Piping in Ireland

After listening to an interview of Brian McNamara on one of the links at uilleannobsession.com (Thank you Mr. D’Arcy), I began to wonder about the bulk of the piping tradition as it exists today. The conversation was concerning the piping /musical traditions of county Leitrim, and how it had some distinct offerings to the tradition as a whole. What other areas have influenced the piping tradition, and how have they? I would love any info that you guys (and gals) could offer…

Thanks in advance,
Blake

I’m not sure that there is a specific piping tradition unique to Leitrim. Much of Brian McNamara’s repertoire (or at least his recorded repertoire) is specific to Leitrim but his style of playing is not.

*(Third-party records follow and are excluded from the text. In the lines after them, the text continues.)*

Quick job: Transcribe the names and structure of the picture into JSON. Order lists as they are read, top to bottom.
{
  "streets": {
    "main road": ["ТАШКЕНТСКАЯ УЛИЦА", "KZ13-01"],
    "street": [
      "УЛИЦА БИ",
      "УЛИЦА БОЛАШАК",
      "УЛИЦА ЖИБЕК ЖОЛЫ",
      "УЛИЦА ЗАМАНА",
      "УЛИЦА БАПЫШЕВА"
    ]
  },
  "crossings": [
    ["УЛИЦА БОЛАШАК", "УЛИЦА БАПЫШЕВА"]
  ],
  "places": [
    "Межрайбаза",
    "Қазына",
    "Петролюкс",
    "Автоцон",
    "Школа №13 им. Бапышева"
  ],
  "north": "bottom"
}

The surprise is that there even was a Leitrim piping tradition at all, something that a lot of people would be unaware of - it is only through Brian that I became aware of it. Throughout the country, piping seemed to have largely died out by the 1970s apart from the few main population centres - mainly Dublin, so yah boo to Flanum! - where it was kept alive by conscious effort by organisations like NPU, and one or two well-known rural regions like Clare where its survival seems to have depended largely on a handful of individual pipers rather than a large number of people playing as part of a truly local strong tradition.

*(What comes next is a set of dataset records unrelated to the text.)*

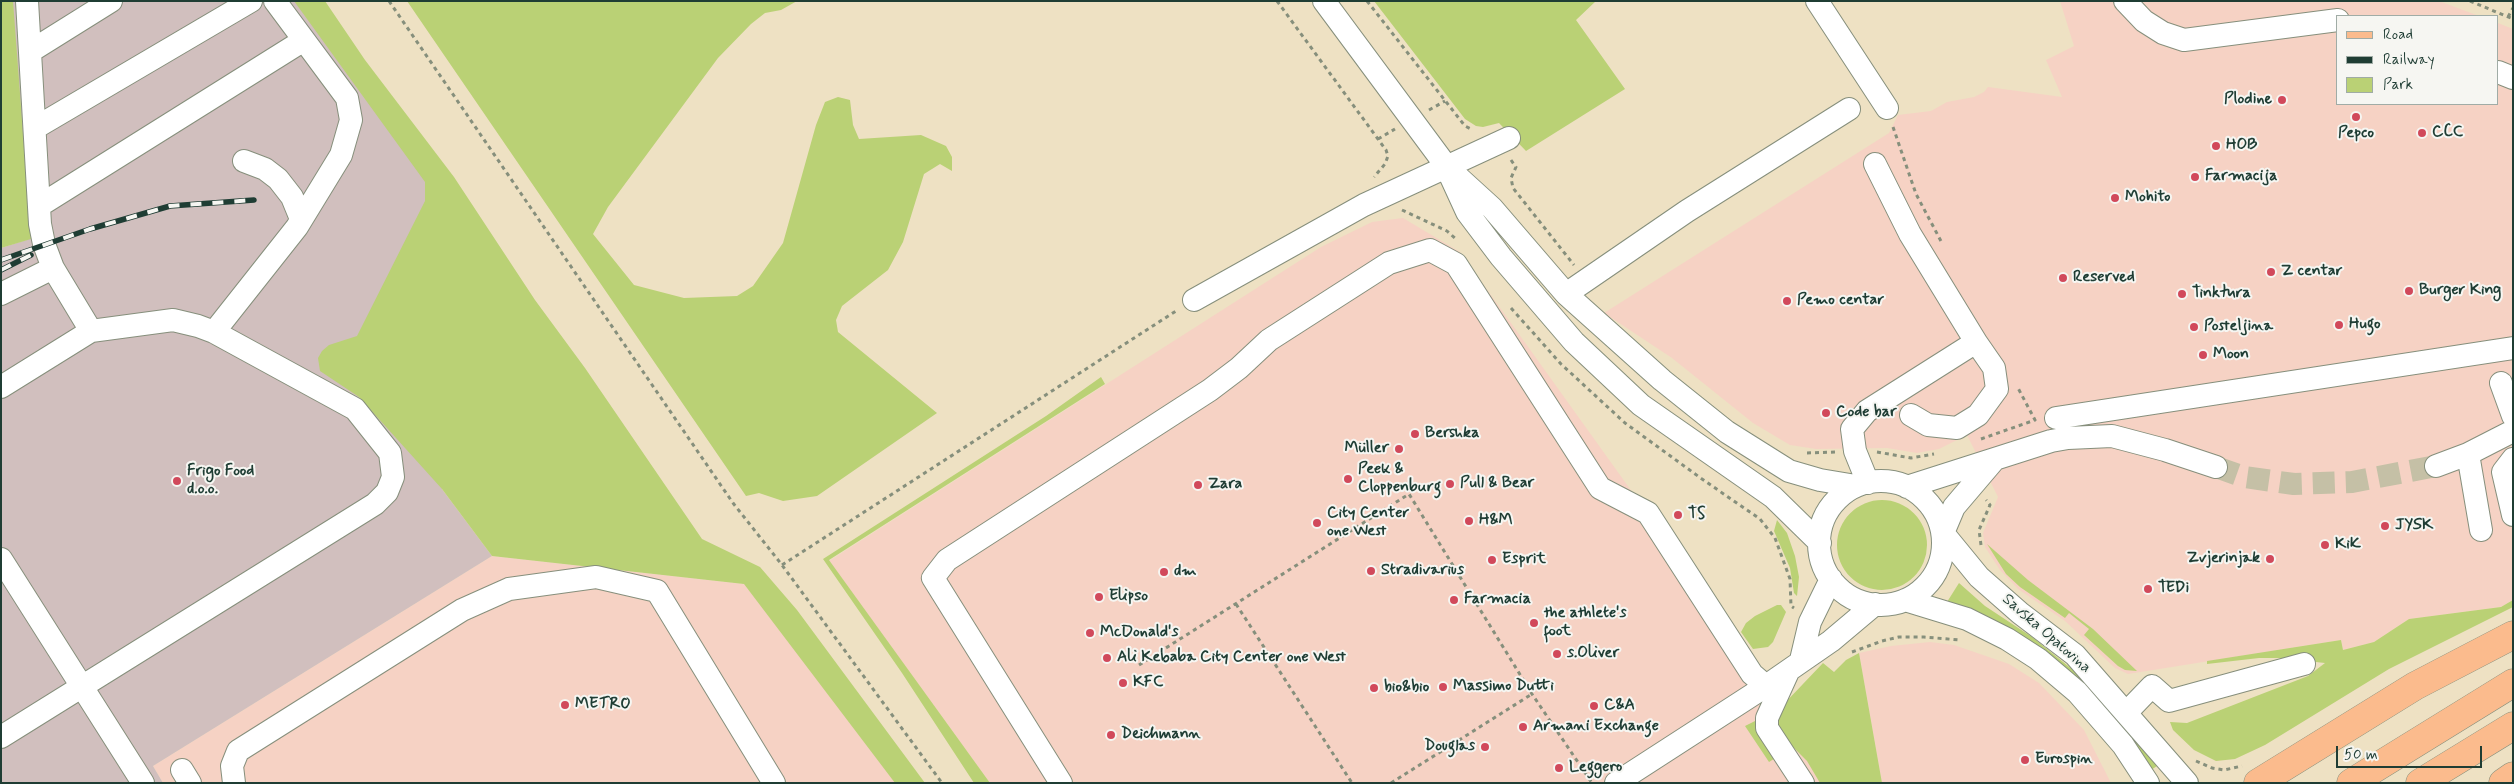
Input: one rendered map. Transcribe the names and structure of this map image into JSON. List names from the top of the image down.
{
  "streets": {
    "street": ["Savska Opatovina"]
  },
  "places": [
    "Plodine",
    "Pepco",
    "CCC",
    "HOB",
    "Farmacija",
    "Mohito",
    "Z centar",
    "Reserved",
    "Burger King",
    "Tinktura",
    "Pemo centar",
    "Hugo",
    "Posteljina",
    "Moon",
    "Code bar",
    "Bershka",
    "Müller",
    "Peek & Cloppenburg",
    "Frigo Food d.o.o.",
    "Pull & Bear",
    "Zara",
    "TS",
    "H&M",
    "City Center one West",
    "JYSK",
    "KiK",
    "Zvjerinjak",
    "Esprit",
    "Stradivarius",
    "dm",
    "TEDi",
    "Elipso",
    "Farmacia",
    "the athlete's foot",
    "McDonald's",
    "s.Oliver",
    "Ali Kebaba City Center one West",
    "KFC",
    "Massimo Dutti",
    "bio&bio",
    "METRO",
    "C&A",
    "Armani Exchange",
    "Deichmann",
    "Douglas",
    "Eurospin",
    "Leggero"
  ],
  "legend": ["Road", "Railway", "Park"],
  "scale_bar": "50 m"
}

In the popular mind, Leitrim and the surrounding counties would tend to be associated with flute and fiddle, instruments of which one can say that there is a local tradition.

What was it again they told Ennis after his radioshows about Leitrim?

We’re on tenterhooks. Go wan, go wan, go wan, tell us.

I’m sure Ennis never had any cause to complain about his reeds drying out in Leitrim, anyway :smiley: .

He had plenty of “mud and rushes” for tuning too :smiley:

PD.

Maybe Pj Flood from Cavan or Mcgovern family from Leitrim might disagree!

If Leitrim was any where else in the world I think ol Dustin the turkey might need some defence counsel.